■ **WHAT YOU ARE ASKED TO DO**
Among the lines below, tally those that hold "html". Return the number and nothing more.

■ **DATASET EXCERPTS**

*** Begin section ***

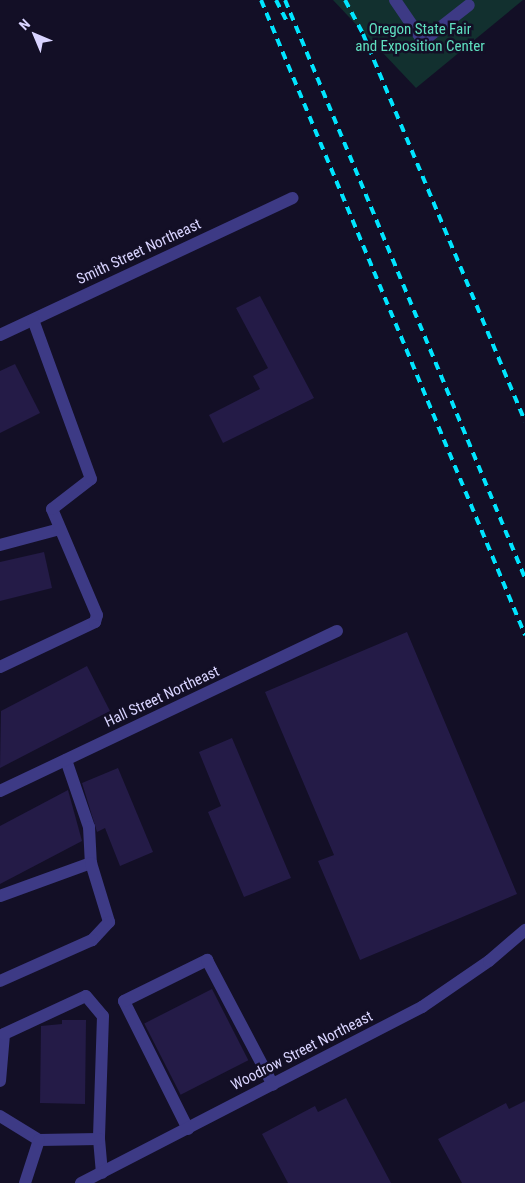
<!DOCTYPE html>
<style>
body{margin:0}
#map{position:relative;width:525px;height:1183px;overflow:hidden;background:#130f26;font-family:"Roboto Condensed",sans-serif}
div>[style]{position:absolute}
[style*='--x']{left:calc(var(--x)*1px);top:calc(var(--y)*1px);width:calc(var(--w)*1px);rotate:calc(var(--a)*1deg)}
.green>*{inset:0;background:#12302f}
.building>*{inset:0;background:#241b47;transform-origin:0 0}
.minor>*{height:12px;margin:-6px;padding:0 6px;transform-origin:6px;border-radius:6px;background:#3d3a85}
.rail>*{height:4px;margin-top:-2px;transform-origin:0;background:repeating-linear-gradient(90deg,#00e5ff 0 8px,transparent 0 14px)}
span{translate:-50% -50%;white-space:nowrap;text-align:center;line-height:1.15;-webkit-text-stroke:5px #130f26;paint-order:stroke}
.park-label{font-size:15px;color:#5fe0c0}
.street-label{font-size:15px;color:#d9d4ff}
.north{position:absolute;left:10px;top:10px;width:50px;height:50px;-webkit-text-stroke:4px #130f26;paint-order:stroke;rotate:315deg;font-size:14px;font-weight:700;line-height:20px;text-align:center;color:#d9d4ff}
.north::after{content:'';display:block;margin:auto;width:18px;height:22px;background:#d9d4ff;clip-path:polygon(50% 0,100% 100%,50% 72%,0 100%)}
</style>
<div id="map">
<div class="green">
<i style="clip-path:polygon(333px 0,523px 0,416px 88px)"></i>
</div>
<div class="building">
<i style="clip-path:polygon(260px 296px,314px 398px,223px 443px,209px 415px,260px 389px,253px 376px,268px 368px,236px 308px)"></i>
<i style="clip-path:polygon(15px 364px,40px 413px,0 433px,0 371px)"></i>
<i style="clip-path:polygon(44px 552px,52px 588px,0 601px,0 562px)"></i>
<i style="clip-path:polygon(407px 632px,517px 894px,360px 960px,318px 861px,334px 855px,265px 692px)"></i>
<i style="clip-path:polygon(87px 666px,110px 711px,0 768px,1px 711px)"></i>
<i style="clip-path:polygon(232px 738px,291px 878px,244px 897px,208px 812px,221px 806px,199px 752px)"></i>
<i style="clip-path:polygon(118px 768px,153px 852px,120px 866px,105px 828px,97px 832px,82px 783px)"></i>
<i style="clip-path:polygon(68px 790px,82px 841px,0 884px,0 826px)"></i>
<i style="left:212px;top:989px;width:80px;height:76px;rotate:63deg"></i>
<i style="clip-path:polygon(62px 1020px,86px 1020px,85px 1104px,40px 1103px,41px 1026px,62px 1024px)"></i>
<i style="clip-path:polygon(346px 1098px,391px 1183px,288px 1183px,262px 1134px,315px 1106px,318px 1112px)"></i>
<i style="clip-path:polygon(525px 1101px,525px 1183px,462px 1183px,438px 1139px,506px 1103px,509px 1109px)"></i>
</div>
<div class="minor">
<i style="--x:395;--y:0;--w:50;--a:55.7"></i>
<i style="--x:423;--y:41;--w:58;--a:-38"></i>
<i style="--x:0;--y:335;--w:323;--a:-25.1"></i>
<i style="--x:0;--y:545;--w:62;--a:-14.9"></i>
<i style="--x:0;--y:667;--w:105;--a:-25.3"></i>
<i style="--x:95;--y:622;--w:7;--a:-74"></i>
<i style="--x:97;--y:615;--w:115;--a:-113"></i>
<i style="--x:52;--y:509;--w:49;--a:-37.6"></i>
<i style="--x:91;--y:479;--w:169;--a:-110"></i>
<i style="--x:66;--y:760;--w:71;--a:71.1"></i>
<i style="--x:89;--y:827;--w:36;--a:87"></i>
<i style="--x:0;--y:791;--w:373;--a:-25.4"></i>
<i style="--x:0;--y:896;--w:97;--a:-19.9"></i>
<i style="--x:91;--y:863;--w:62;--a:73"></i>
<i style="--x:109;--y:922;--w:25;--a:133"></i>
<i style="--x:92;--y:940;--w:101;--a:156"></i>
<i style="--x:0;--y:1081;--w:47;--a:-85.1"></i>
<i style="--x:4;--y:1034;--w:90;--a:-24.9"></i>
<i style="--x:86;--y:996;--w:26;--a:50"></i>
<i style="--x:103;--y:1016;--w:123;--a:91.9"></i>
<i style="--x:99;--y:1139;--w:34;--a:85"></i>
<i style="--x:0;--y:1116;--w:46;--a:31.6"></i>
<i style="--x:39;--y:1140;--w:60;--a:-1"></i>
<i style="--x:188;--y:1129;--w:143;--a:-116.6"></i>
<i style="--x:124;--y:1001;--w:93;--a:-26.3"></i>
<i style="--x:207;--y:960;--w:141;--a:62.2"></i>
<i style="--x:25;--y:1183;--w:45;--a:-72"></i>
<i style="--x:81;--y:1183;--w:384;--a:-27.3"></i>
<i style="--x:422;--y:1007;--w:81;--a:-34.5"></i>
<i style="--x:489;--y:961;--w:48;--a:-40.7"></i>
</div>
<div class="rail">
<i style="--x:261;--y:0;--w:688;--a:67.42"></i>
<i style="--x:276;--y:0;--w:25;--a:63"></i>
<i style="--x:285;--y:0;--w:626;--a:67.45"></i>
<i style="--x:345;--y:0;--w:38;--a:62"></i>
<i style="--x:363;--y:34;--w:420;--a:67.3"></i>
</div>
<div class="park-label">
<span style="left:420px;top:38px">Oregon State Fair<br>and Exposition Center</span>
</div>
<div class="street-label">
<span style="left:139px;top:252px;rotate:-25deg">Smith Street Northeast</span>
<span style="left:162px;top:697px;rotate:-25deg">Hall Street Northeast</span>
<span style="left:302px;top:1051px;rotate:-27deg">Woodrow Street Northeast</span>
</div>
<div class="north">N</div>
</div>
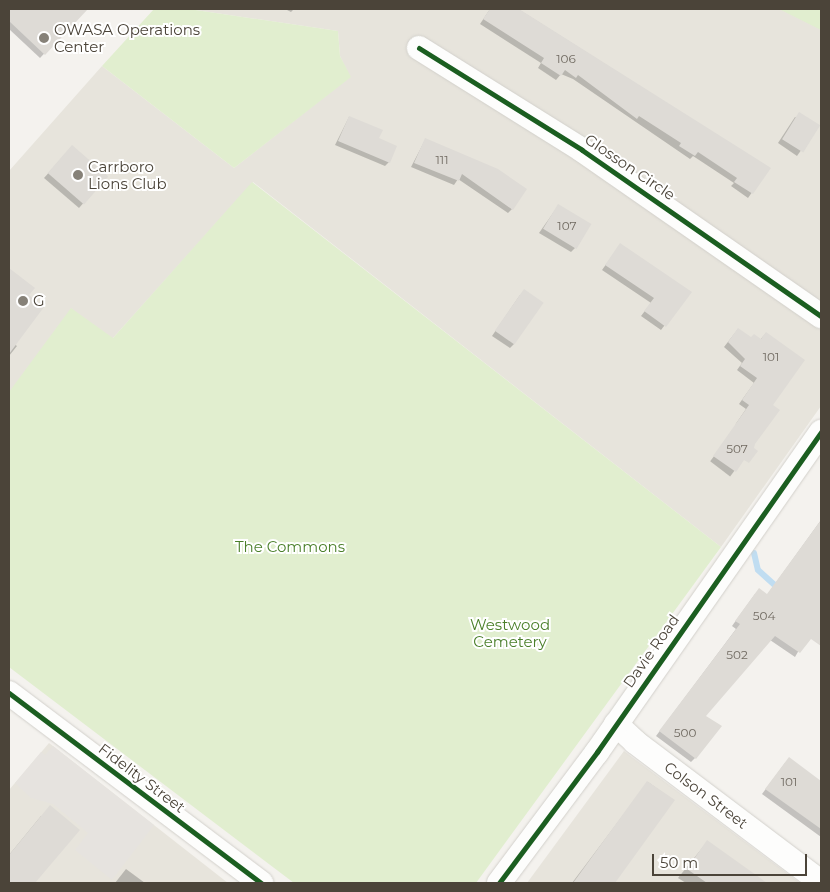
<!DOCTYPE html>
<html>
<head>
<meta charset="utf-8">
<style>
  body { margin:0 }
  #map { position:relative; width:830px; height:892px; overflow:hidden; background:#f4f2ee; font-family:Montserrat,sans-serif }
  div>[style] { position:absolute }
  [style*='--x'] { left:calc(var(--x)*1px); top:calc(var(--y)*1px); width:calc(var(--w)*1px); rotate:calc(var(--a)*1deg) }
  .residential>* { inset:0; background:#e7e4dc }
  .green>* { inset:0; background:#e1eecf }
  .parking>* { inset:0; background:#e6e3df }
  .shadow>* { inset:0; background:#0003; transform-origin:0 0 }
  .stream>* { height:6px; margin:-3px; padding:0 3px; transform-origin:3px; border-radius:3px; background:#c0ddf1 }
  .building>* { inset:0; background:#dedbd6; transform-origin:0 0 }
  .roads { filter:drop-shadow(0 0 1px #d2d0cb) drop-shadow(0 0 1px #d2d0cb) }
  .minor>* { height:24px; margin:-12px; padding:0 12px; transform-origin:12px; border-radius:12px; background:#fdfdfc }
  .cycleway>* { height:5px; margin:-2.5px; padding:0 2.5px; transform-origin:2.5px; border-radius:2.5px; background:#1b5e20 }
  .dots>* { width:14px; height:14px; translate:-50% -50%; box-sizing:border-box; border:2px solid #fff; border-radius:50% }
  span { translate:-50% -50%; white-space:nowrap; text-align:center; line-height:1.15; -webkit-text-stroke:4px #fff; paint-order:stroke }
  .number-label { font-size:12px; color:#706a61 }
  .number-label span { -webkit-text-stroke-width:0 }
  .poi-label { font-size:15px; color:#4b4439 }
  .left { translate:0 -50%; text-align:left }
  .street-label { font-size:15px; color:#4b4439 }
  .park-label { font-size:15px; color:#4a7f2a }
  .frame { position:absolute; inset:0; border:10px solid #4b4439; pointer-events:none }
  .scale { position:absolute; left:652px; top:854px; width:155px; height:22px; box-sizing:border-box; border:2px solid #4b4439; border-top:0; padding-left:6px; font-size:15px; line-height:18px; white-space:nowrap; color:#4b4439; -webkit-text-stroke:4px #fff; paint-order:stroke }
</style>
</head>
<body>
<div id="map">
  <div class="residential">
    <i style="clip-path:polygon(189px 9px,821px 9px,821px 406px,721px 547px,253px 182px,113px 338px,9px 392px,9px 171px,102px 66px,234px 168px,350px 77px,340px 56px,338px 31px)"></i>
    <i style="clip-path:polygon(49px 743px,53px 746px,228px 883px,9px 883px,9px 790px)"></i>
    <i style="clip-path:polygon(624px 751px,800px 883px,527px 883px)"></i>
  </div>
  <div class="green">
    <i style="clip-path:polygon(154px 9px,189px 9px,338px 31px,340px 56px,351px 77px,234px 168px,102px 66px)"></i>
    <i style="clip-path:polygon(779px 9px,821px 9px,821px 30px)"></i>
    <i style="clip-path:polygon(252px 182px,721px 547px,476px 883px,294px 883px,9px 667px,9px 392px,71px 308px,113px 338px)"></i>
  </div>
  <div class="parking">
    <i style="clip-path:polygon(53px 746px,154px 825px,112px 880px,75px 850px,88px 833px,53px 804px,31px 798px,15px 783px,41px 752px,45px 755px)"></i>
  </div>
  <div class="shadow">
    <i style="clip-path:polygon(9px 9px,86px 9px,40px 58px,9px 29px)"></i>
    <i style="clip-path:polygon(285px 9px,294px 9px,291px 12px)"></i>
    <i style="clip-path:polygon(490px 9px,518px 9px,769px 168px,748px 198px,731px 186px,734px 183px,693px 156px,690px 159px,573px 79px,561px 74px,556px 80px,538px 68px,541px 63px,480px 24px)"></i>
    <i style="clip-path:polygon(349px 117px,377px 139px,389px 162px,385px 166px,335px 145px)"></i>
    <i style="clip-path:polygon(795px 117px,818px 126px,797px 156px,778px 143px)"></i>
    <i style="clip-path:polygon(425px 140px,512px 209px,508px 213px,458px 179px,454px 185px,411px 167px)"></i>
    <i style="clip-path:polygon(68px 151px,107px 176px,79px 208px,44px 178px)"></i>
    <i style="clip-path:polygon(558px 206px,575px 248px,571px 252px,539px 233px)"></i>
    <i style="clip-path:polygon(620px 245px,690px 292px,661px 330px,641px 316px,651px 303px,602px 270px)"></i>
    <i style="clip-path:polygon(9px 270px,33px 288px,27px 295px,14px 344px,17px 346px,9px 356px)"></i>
    <i style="clip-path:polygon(520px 295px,514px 344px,510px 348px,492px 336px)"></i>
    <i style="clip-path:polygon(738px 329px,750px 339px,760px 340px,766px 333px,803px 360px,735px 425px,746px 409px,739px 404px,754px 383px,737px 370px,742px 363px,724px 347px)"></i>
    <i style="left:724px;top:443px;width:25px;height:23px;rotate:37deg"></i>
    <i style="clip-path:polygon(821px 520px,821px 612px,795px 657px,770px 640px,704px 716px,695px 758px,691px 762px,656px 736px,736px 629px,732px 626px,755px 594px,767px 595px)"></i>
    <i style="clip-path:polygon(785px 763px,804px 786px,821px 798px,821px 837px,762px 794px)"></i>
    <i style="clip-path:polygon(648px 782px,673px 800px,613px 883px,572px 883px)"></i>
    <i style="clip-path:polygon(41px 816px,78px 830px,34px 883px,9px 883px,9px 855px)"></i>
    <i style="clip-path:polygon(707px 842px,765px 883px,686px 883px,678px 878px)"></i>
    <i style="clip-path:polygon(126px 869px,145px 883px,115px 883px)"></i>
  </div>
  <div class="stream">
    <i style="--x:754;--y:553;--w:17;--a:77"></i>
    <i style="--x:758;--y:570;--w:28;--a:42"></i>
  </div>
  <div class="building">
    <i style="clip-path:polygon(9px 9px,88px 9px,45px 55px,9px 21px)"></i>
    <i style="clip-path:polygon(490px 9px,519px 9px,771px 168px,753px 194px,734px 182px,737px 178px,698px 152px,695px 156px,679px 146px,681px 143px,639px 116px,637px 119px,578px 75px,576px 78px,565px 70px,561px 76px,541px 63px,544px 58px,483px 19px)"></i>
    <i style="left:799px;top:112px;width:25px;height:32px;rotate:32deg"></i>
    <i style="clip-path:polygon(349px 116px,383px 130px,379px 138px,397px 146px,390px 163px,338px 141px)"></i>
    <i style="clip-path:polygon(425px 138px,498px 169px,527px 189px,513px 210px,462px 174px,459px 181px,414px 163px)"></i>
    <i style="left:72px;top:145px;width:48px;height:37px;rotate:41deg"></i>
    <i style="left:558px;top:204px;width:39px;height:29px;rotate:31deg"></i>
    <i style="clip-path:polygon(620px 243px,692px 292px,666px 327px,644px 311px,654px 298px,605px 265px)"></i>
    <i style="clip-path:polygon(9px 268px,35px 288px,29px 295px,44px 307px,9px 354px)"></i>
    <i style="left:524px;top:289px;width:24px;height:51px;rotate:35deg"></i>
    <i style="clip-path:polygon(738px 328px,751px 337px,754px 334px,761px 339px,766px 332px,805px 360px,773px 405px,780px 410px,755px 444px,754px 448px,758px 451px,749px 463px,744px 460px,736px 472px,713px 456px,749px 405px,742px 400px,757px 378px,740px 366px,745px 359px,728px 342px)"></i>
    <i style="clip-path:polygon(821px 520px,821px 646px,811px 639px,800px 653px,775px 636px,706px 716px,722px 726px,696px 759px,659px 731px,740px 624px,735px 621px,759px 588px,767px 594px)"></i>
    <i style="clip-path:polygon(789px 757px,821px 781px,821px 829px,765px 789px)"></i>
    <i style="clip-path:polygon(647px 781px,675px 800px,615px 883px,573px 883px)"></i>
    <i style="clip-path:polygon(50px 805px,80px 830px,35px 883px,9px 883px,9px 855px)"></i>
    <i style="clip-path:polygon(707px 840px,767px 883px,707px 883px,687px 869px)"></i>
  </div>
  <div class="roads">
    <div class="minor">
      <i style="--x:419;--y:48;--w:192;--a:32"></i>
      <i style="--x:582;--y:150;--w:291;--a:34.8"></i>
      <i style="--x:9;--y:693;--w:316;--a:37"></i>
      <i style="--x:616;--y:724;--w:26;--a:43"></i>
      <i style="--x:635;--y:742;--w:233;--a:37"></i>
      <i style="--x:499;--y:883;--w:164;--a:-53.2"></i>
      <i style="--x:597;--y:752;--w:391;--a:-55"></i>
    </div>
  </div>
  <div class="cycleway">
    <i style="--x:419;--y:48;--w:192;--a:32"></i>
    <i style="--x:582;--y:150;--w:291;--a:34.8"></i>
    <i style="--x:9;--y:693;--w:316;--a:37"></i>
    <i style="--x:499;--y:883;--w:164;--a:-53.2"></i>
    <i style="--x:597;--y:752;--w:391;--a:-55"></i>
  </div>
  <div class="dots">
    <i style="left:44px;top:38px;background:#868178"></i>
    <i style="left:78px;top:175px;background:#868178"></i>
    <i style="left:23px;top:301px;background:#868178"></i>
  </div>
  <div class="number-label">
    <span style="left:566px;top:59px">106</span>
    <span style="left:442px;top:160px">111</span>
    <span style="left:567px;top:226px">107</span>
    <span style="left:771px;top:357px">101</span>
    <span style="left:737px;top:449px">507</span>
    <span style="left:764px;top:616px">504</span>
    <span style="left:737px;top:655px">502</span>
    <span style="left:685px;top:733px">500</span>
    <span style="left:789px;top:782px">101</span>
  </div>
  <div class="poi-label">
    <span class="left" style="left:54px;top:38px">OWASA Operations<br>Center</span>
    <span class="left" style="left:88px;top:175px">Carrboro<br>Lions Club</span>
    <span class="left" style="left:33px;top:301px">G</span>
  </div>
  <div class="street-label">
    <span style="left:630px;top:167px;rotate:34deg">Glosson Circle</span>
    <span style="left:651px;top:651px;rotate:-55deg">Davie Road</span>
    <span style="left:142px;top:778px;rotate:37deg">Fidelity Street</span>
    <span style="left:706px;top:795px;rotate:37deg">Colson Street</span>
  </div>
  <div class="park-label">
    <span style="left:290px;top:547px">The Commons</span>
    <span style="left:510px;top:633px">Westwood<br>Cemetery</span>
  </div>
  <div class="frame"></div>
  <div class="scale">50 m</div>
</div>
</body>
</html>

*** End section ***

■ **ANSWER TO THE PROBLEM**
4